EXERCISE AIM: Could you return the lines below exactly, from the first line up to and including the line that holds "Give bounding boxes for all text"?

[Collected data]
————————
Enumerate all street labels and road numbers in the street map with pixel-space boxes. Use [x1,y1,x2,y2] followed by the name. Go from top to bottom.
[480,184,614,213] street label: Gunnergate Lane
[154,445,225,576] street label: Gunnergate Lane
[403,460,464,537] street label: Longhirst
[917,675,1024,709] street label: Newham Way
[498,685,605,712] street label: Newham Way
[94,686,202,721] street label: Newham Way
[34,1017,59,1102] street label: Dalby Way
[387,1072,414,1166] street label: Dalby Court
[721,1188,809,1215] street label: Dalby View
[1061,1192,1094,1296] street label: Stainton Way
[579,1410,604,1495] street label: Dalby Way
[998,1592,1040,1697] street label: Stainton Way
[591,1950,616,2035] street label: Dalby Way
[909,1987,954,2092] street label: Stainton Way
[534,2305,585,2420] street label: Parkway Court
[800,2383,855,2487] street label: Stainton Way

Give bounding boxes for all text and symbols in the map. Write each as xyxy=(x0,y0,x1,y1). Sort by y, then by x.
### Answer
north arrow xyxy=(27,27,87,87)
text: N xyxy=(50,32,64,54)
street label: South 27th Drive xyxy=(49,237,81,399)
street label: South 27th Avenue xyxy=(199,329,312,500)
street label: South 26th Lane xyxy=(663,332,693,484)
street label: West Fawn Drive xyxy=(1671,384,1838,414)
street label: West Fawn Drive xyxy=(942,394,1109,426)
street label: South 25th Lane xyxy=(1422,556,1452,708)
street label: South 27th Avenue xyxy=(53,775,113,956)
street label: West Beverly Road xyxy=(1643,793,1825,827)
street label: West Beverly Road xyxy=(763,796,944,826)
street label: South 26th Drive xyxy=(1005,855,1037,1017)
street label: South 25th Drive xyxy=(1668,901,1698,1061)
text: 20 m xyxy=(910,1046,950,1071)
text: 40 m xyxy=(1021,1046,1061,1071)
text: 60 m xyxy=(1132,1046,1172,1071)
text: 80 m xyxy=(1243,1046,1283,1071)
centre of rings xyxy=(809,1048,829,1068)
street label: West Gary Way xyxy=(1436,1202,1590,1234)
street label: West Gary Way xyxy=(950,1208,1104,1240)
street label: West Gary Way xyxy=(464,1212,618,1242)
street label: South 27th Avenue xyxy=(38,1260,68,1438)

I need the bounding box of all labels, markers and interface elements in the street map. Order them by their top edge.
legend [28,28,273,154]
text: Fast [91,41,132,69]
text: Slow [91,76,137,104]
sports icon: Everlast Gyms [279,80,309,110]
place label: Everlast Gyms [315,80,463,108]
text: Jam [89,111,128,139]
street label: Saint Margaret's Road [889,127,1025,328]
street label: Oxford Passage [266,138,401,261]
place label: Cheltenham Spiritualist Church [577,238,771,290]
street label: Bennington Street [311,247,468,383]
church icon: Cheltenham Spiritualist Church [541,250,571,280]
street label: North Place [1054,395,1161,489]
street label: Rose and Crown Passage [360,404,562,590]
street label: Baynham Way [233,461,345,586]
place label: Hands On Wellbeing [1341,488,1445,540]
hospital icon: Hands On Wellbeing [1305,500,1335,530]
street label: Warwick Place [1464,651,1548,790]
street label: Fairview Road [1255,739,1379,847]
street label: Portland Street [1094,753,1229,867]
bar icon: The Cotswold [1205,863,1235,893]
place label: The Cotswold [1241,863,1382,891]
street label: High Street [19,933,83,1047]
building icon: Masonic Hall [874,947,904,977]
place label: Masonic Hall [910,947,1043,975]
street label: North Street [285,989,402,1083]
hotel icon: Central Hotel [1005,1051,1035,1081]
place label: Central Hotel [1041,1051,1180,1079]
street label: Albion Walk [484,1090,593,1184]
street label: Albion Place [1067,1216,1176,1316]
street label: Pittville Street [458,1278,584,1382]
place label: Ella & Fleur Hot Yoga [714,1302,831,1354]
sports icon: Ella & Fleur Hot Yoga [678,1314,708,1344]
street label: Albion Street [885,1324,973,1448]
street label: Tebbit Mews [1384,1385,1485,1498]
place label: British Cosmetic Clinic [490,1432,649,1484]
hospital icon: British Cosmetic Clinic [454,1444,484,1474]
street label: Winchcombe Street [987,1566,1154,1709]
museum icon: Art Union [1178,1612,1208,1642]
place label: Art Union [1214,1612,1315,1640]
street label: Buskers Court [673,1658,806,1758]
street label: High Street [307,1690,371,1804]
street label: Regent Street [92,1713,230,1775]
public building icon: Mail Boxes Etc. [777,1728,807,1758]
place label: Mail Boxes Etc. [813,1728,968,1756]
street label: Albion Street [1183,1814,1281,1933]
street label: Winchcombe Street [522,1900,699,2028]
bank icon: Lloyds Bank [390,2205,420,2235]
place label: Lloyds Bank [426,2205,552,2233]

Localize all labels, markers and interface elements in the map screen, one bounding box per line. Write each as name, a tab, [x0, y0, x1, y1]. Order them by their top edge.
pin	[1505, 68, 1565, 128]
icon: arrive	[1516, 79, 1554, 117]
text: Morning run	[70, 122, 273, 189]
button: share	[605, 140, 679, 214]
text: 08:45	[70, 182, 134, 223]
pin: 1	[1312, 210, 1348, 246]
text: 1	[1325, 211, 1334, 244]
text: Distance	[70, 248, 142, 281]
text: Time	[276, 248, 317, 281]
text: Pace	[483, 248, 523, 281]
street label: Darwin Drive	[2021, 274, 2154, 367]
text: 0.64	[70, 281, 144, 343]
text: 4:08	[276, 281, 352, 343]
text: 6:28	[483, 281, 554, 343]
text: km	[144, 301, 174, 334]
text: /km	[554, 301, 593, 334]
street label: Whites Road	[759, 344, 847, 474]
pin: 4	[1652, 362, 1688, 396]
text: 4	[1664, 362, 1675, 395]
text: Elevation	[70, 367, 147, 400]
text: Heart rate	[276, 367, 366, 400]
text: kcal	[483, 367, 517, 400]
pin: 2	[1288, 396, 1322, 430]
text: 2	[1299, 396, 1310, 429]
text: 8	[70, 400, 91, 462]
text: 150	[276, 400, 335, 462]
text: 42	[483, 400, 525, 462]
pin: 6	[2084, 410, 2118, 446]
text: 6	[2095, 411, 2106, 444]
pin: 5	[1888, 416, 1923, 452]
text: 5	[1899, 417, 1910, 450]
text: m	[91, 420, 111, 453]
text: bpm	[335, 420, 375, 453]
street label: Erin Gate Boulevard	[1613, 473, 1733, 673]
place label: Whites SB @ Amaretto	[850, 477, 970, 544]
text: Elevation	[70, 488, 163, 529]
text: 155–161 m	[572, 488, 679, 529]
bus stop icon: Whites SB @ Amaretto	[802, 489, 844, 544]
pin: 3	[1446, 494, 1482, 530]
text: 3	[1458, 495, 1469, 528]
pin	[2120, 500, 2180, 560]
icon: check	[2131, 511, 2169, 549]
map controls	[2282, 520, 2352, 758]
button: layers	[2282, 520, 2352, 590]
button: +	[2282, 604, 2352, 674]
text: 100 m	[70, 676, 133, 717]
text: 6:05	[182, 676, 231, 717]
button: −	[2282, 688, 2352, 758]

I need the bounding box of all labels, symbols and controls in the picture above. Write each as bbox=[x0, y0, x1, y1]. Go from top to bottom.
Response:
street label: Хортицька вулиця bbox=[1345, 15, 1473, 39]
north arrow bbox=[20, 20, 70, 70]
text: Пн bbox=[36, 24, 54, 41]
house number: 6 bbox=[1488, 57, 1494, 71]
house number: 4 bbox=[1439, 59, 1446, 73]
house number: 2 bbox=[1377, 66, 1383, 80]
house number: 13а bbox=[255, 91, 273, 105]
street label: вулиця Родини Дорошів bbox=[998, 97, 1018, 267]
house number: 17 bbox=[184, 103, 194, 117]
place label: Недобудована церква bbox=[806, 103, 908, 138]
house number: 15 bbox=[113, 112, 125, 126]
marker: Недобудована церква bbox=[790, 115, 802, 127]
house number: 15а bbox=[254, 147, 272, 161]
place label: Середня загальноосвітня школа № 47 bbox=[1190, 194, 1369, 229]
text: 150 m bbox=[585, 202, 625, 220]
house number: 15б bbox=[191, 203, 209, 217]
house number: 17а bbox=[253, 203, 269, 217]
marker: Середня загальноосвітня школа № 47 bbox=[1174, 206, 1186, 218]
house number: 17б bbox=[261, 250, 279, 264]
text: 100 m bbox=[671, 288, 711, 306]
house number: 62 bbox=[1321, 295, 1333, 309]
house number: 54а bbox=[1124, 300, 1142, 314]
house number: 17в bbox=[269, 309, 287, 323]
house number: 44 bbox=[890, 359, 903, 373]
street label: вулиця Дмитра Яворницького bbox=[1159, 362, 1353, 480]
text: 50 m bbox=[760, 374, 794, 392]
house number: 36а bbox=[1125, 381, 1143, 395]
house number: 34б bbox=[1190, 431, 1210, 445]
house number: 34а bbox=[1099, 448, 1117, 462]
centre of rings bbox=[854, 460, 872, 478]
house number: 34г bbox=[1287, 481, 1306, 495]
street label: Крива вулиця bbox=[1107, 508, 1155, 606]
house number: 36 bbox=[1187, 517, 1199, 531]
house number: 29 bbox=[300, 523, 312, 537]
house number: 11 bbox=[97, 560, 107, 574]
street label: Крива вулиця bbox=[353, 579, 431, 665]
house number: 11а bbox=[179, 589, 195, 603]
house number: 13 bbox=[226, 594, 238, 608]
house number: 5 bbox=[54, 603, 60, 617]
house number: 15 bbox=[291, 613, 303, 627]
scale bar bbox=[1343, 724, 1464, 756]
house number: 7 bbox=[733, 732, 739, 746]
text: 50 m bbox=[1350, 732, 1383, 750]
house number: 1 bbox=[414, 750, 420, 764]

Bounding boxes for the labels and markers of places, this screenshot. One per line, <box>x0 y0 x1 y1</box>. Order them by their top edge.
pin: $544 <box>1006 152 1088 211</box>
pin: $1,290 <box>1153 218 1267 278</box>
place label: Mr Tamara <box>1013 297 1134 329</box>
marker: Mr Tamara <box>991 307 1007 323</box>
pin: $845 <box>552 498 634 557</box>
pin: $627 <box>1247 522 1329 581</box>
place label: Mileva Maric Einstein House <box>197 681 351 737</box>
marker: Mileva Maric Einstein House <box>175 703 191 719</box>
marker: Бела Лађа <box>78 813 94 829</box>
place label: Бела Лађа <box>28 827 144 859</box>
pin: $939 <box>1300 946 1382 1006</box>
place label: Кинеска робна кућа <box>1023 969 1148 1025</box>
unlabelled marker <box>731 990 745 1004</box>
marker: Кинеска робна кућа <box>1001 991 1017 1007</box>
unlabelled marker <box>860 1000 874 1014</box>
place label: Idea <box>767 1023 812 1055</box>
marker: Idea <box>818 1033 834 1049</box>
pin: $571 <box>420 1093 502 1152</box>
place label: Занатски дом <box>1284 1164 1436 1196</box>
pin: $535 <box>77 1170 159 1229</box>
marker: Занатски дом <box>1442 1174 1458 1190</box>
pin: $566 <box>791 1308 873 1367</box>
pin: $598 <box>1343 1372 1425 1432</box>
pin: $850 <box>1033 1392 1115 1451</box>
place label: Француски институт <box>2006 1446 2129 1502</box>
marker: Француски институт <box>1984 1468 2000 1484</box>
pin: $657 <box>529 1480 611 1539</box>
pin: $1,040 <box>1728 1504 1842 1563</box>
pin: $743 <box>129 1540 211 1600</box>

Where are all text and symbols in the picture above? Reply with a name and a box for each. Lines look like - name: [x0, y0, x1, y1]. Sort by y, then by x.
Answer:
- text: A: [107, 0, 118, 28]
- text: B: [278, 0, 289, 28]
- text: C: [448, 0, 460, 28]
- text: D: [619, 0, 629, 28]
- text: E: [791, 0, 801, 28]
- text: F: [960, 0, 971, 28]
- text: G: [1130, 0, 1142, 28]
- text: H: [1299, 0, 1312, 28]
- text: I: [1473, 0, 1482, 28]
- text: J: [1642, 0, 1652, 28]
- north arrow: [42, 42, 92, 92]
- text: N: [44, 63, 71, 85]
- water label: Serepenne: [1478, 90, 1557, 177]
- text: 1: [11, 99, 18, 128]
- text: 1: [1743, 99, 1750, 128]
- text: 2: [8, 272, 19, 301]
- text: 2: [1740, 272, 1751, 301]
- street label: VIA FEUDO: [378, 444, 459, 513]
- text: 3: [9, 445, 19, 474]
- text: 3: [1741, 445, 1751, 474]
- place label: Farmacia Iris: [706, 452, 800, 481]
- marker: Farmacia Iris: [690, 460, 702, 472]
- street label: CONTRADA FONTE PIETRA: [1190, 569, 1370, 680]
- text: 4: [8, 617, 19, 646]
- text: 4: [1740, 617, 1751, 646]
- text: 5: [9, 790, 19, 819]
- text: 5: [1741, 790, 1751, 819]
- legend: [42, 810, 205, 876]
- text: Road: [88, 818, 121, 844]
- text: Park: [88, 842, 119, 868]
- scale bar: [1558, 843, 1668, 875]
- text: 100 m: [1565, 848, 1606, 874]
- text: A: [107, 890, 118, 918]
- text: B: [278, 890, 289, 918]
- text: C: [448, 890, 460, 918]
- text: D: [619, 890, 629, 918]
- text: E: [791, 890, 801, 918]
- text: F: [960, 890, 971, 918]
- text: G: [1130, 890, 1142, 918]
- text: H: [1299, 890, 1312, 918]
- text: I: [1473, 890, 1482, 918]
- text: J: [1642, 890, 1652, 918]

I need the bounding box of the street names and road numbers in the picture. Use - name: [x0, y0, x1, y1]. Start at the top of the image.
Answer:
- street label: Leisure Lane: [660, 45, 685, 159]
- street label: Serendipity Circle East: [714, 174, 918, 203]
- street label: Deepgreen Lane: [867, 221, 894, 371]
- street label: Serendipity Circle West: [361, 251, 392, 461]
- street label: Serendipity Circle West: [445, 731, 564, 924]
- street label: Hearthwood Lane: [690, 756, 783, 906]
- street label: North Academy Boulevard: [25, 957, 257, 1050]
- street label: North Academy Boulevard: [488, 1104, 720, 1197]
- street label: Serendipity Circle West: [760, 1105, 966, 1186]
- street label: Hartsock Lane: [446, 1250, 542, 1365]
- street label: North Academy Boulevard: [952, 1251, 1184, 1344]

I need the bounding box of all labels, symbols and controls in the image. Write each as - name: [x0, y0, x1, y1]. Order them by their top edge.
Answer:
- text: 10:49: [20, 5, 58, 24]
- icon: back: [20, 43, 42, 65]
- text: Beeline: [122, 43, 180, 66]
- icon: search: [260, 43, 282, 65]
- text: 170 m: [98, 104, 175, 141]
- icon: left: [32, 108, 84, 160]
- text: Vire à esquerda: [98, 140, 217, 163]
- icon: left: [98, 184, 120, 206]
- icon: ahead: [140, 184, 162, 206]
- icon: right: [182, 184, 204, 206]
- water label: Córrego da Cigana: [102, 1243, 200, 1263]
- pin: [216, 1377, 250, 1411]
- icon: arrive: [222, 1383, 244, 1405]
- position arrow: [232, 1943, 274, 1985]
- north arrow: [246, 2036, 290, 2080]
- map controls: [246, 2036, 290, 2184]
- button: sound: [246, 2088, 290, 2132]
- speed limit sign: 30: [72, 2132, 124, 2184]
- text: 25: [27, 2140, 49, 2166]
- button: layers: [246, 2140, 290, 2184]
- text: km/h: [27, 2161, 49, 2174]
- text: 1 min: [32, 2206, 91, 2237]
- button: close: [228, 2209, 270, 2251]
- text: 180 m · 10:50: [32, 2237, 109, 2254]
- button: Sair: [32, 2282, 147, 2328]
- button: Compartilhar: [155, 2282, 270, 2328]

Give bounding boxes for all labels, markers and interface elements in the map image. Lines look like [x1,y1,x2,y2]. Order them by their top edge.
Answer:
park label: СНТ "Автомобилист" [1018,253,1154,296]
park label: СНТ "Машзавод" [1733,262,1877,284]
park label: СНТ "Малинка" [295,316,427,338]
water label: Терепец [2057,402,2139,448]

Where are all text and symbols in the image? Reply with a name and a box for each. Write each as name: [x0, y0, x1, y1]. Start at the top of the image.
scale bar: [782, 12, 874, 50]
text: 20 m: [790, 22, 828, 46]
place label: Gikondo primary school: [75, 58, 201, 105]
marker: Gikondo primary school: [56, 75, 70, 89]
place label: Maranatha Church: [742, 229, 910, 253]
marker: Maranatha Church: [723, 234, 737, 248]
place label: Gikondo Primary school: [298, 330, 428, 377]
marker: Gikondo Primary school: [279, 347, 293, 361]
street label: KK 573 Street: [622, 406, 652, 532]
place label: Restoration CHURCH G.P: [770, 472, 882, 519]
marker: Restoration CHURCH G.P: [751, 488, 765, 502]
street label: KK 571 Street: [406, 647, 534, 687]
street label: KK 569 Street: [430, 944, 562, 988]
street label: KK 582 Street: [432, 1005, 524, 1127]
————————
RESULT OF THIS TASK:
Enumerate all street labels and road numbers in the street map with pixel-space boxes. Use [x1,y1,x2,y2] followed by the name. Go from top to bottom.
[480,184,614,213] street label: Gunnergate Lane
[154,445,225,576] street label: Gunnergate Lane
[403,460,464,537] street label: Longhirst
[917,675,1024,709] street label: Newham Way
[498,685,605,712] street label: Newham Way
[94,686,202,721] street label: Newham Way
[34,1017,59,1102] street label: Dalby Way
[387,1072,414,1166] street label: Dalby Court
[721,1188,809,1215] street label: Dalby View
[1061,1192,1094,1296] street label: Stainton Way
[579,1410,604,1495] street label: Dalby Way
[998,1592,1040,1697] street label: Stainton Way
[591,1950,616,2035] street label: Dalby Way
[909,1987,954,2092] street label: Stainton Way
[534,2305,585,2420] street label: Parkway Court
[800,2383,855,2487] street label: Stainton Way

Give bounding boxes for all text and symbols in the map. Write each as xyxy=(x0,y0,x1,y1). Sort by y, then by x.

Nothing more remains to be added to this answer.